What if computers could program themselves? Instead of the laborious job of working out how a computer could solve a problem and then writing precise coded instructions, all you would have to do is tell it what you want and the computer would generate an algorithm that solves your problem.
Enter evolutionary computation, which can be seen as a type of artificial intelligence and a branch of machine learning. First suggested in the 1950s, evolutionary computation is the idea that a computer can evolve its own solutions to problems, rather than humans having to go through a series of possibly complex steps to write the computer program ourselves. In theory, this would mean computer programs that might take weeks to program manually could be ready in a matter of minutes.
This idea enabled computers to solve complex problems that may not be well be understood and are difficult for humans to tackle. Computer scientists have used evolutionary computation on many problems, including formulating the best mix of ingredients for shrimp feed, portfolio optimisation, telecommunications, playing games and automated packing.
And researchers who have been studying evolutionary computation for over 60 years have made tremendous advances. It is even the subject of several scientific journals. Yet, as I noted in a recent paper, the idea still isn’t used widely outside the research community. So why isn’t evolutionary computing evolving faster?
How does evolutionary computation work?
Evolutionary computation draws on Charles Darwin’s principles of natural evolution, commonly known as survival of the fittest. That is, the weakest (less well adapted) members of a species die off and the strongest survive. Over many generations, the species will evolve to become better adapted to its environment.
In evolutionary computation, the computer creates a population of potential solutions to a problem. These are often random solutions, so they are unlikely to solve the problem being tackled or even come close. But some will be slightly better than others. The computer can discard the worst solutions, retain the better ones and use them to “breed” more potential solutions. Parts of different solutions will be combined (this is often called “crossover”) to create a new generation of solutions that can then be tested and the process begins again.
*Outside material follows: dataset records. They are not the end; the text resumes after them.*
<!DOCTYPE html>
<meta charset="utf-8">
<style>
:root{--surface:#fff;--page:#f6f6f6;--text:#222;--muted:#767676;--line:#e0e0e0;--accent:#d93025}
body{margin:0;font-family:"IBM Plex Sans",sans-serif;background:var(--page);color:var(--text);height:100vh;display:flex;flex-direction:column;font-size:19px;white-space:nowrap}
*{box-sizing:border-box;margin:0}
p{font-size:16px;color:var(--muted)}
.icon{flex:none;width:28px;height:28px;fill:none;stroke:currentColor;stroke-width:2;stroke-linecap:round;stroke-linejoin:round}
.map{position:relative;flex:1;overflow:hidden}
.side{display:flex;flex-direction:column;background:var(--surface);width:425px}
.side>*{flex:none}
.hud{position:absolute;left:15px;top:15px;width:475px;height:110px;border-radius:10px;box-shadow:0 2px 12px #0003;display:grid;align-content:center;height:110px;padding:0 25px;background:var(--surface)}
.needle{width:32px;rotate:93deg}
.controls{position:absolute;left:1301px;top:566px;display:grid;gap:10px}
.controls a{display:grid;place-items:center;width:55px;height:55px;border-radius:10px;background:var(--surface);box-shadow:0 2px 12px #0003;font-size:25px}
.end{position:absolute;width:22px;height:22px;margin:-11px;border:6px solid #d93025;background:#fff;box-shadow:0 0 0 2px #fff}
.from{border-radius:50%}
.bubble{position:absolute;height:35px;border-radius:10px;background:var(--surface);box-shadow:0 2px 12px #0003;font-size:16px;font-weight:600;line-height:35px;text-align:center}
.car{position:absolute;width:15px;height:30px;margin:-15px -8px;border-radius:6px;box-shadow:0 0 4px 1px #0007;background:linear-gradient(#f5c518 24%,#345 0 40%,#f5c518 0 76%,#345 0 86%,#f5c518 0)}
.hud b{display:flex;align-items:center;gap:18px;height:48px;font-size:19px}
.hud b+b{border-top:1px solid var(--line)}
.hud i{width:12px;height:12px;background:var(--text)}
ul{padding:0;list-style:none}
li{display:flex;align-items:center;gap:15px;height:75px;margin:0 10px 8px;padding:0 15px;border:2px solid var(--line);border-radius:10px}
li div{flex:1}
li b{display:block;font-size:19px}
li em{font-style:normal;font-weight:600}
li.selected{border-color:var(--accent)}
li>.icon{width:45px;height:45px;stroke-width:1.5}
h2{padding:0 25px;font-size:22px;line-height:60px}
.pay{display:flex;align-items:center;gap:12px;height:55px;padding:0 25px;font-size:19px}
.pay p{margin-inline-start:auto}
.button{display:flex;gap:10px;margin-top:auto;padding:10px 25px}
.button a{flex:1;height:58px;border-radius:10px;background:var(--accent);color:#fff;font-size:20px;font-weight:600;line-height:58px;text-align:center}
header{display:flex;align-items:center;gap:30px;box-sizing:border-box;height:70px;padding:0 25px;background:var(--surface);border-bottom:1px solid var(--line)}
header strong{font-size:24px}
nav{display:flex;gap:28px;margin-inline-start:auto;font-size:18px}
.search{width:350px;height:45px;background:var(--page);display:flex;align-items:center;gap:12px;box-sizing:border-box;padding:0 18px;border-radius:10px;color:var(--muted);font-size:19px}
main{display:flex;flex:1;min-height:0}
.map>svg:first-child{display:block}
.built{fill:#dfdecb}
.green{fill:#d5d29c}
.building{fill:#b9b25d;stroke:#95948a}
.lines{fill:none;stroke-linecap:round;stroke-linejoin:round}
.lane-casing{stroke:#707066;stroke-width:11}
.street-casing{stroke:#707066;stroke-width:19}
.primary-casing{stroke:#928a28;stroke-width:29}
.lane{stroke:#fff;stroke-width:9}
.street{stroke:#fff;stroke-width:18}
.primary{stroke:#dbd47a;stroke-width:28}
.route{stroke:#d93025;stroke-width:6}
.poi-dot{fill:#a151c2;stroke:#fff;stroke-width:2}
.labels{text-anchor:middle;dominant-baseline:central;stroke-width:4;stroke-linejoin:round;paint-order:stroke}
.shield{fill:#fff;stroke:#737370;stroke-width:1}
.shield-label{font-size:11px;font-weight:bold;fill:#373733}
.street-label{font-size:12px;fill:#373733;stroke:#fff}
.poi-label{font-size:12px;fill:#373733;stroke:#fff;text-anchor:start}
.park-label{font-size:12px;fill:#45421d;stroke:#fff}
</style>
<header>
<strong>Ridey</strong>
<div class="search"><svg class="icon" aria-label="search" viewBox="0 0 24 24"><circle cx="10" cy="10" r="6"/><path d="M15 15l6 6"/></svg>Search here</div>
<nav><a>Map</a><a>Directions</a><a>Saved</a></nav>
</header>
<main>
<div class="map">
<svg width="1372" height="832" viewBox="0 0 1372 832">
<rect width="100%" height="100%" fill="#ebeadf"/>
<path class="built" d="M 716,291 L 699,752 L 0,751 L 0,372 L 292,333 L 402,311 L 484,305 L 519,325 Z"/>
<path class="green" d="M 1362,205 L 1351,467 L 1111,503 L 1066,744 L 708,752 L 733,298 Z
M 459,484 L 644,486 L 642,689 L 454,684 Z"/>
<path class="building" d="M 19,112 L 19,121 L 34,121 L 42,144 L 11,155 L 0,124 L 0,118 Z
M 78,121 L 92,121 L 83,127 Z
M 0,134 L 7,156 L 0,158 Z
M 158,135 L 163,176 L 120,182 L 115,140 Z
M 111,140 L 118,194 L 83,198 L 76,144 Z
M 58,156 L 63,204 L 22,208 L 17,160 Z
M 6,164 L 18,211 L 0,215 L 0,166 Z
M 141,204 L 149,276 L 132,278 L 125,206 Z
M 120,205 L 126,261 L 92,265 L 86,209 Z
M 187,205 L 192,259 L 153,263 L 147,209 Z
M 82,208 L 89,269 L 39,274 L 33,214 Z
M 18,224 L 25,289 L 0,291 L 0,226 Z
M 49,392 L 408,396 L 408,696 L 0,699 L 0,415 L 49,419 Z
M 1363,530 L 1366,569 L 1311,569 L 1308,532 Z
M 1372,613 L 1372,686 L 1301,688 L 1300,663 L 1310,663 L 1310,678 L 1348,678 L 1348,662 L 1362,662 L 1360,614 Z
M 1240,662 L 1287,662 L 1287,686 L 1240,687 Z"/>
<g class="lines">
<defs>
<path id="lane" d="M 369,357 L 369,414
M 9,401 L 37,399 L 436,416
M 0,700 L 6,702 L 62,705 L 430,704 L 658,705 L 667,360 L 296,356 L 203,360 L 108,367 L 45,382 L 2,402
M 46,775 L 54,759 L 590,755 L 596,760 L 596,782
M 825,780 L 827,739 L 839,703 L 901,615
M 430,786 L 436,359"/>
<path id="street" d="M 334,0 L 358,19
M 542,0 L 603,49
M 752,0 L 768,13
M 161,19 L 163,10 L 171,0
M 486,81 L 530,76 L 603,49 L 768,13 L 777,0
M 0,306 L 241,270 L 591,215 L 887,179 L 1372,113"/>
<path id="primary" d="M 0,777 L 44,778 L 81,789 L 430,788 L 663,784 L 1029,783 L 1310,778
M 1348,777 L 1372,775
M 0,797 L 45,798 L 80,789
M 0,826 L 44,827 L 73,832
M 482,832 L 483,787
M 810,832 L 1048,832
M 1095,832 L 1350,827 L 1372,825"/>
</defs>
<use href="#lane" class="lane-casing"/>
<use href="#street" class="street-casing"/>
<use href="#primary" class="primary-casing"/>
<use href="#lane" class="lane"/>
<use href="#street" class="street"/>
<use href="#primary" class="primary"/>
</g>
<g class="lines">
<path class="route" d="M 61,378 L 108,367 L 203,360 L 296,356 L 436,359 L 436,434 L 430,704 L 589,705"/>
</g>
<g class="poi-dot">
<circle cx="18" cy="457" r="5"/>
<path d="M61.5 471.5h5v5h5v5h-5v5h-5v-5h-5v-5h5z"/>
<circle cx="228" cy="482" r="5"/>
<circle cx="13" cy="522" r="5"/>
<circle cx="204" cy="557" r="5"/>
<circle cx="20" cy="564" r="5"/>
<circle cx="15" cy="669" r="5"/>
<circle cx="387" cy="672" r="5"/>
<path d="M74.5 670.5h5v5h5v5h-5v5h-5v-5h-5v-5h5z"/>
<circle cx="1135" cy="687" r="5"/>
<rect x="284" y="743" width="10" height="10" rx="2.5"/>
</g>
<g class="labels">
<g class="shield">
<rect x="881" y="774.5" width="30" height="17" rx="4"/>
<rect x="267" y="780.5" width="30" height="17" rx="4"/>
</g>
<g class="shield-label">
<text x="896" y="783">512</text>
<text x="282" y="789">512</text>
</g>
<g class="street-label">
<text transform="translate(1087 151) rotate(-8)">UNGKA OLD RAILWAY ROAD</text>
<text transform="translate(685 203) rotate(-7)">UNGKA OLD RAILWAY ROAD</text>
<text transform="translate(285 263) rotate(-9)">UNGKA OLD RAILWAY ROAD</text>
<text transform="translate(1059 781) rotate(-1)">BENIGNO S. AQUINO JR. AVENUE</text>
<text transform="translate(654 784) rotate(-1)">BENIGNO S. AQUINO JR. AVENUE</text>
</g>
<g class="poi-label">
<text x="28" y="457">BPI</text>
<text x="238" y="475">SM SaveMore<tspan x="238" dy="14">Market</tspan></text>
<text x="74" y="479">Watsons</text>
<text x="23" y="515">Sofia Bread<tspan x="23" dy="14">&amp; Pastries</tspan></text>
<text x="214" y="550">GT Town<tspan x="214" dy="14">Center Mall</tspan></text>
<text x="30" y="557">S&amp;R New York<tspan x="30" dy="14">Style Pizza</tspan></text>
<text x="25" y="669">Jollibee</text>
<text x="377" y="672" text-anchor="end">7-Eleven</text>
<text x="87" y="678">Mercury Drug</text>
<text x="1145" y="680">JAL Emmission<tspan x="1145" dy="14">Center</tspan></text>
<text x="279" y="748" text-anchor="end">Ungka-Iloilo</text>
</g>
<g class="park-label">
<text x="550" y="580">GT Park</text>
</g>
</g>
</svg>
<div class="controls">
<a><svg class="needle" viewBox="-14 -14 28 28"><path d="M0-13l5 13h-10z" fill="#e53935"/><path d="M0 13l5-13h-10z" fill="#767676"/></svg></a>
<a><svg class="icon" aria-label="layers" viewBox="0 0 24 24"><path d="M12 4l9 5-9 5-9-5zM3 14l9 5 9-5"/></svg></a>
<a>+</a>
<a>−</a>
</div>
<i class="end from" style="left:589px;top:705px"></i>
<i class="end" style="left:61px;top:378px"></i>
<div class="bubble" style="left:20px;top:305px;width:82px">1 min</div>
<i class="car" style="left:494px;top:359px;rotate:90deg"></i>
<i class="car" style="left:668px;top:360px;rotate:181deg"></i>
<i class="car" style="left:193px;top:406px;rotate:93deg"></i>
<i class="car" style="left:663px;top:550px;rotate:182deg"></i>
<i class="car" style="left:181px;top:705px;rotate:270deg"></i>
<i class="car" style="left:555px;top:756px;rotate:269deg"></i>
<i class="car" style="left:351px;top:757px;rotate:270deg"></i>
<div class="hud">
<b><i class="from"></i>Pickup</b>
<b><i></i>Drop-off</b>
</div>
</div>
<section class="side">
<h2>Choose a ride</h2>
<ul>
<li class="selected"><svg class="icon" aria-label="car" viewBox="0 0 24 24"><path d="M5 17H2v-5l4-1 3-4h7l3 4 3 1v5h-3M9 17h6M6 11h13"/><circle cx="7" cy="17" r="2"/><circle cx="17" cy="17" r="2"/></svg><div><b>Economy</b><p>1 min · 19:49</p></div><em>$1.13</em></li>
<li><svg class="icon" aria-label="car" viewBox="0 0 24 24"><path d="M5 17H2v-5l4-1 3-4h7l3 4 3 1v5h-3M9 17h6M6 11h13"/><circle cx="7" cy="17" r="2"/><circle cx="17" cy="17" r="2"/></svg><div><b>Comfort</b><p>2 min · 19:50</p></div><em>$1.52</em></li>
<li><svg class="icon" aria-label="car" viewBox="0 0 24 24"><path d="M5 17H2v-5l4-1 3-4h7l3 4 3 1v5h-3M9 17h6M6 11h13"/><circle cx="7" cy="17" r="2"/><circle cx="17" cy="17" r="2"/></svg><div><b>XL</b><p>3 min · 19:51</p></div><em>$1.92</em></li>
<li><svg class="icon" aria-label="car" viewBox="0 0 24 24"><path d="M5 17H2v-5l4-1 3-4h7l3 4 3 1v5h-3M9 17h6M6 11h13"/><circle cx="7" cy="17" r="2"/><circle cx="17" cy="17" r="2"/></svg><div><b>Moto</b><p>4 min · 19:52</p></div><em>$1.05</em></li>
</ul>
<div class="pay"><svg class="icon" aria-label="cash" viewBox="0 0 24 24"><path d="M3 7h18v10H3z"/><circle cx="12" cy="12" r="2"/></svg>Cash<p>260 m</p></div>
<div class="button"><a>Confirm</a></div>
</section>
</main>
Another important element of evolutionary computation, as with natural selection, is mutation. Every so often a small, random change is made to one of the solutions being tested. This means new potential solutions can be created that wouldn’t be possible from just using crossover.
Hopefully a combination of crossover and mutation will produce new potential solutions that are better than their “parents”. This might not happen every time, but as more generations are produced, better solutions are more likely to emerge. It’s not unusual for evolutionary computation to involve many millions of generations, just as natural selection can take many millions of years to noticeably alter a living species.
One of the most popular types of evolutionary computation is genetic programming. This involves one computer program evolving another working program to tackle a specific problem. The user provides some measure of what comprises a good program and then the evolutionary process takes over, hopefully returning a program that solves the problem.
We can trace genetic programming back to the late 1980s, with one of the main proponents being John Koza. But even though it has since made significant research advances, genetic programming is not used on a daily basis by commercial organizations or home computer users. Given how tricky it can be to develop software systems that work effectively and efficiently, it would seem sensible to get computers to help in the same way they are changing many other industries.
Why hasn’t evolutionary computation been adopted?
The commercial sector hasn’t embraced evolutionary computation as it has other technologies developed by researchers. For example, 3D printing was invented in the 1980s and after a long period of development is now being used in industrial manufacturing and even by people in their homes. Similarly, augmented reality, virtual reality and artificial intelligence have emerged from the research community and become major products for big tech companies.
One of the key issues holding evolutionary computation back is the failure of researchers to focus on problems that the commercial sector would recognize. For example, computer scientists have intensively studied how evolutionary computation could be used to schedule exam timetables or working out routes for vehicles.
But researchers often only study simplified versions of problems that are of little use in the real world. For example, many vehicle routing simulations involve calculating the distance between two points using a straight line. Vehicle routes in the real world rarely follow straight lines, and have to contend with one way systems, breakdowns, legal issues (such as how long before a driver must rest), time constraints and a whole lot more. However, this complexity is actually where evolutionary computation could help. If you can adequately define the problem as it occurs in the real world, then the evolutionary algorithm should be able to deal with its complexity.
Another problem is that the solutions evolutionary computation generates are often hard to explain. For example, even though a genetic programming system might create a solution with a perfect outcome, how it actually works might be a mystery to a human programmer as the system may have produced complex code that is difficult to interpret and understand.
An evolutionary computation system is also complex to implement and support and this may put off some commercial organizations. It would help if there was an easy-to-use framework that hid much of the underlying complexity. While these frameworks exist in the scientific community, they are not easily accessible by the commercial sector, never mind home users.
IBM’s famous computer architect Frederick Brooks said that you cannot tackle increasingly large software development projects simply by throwing more people at them. It would be an immense help to the software development industry if, instead of having to manually develop every piece of a system, developers could specify the requirements of its key parts and let an evolutionary process deliver the solutions.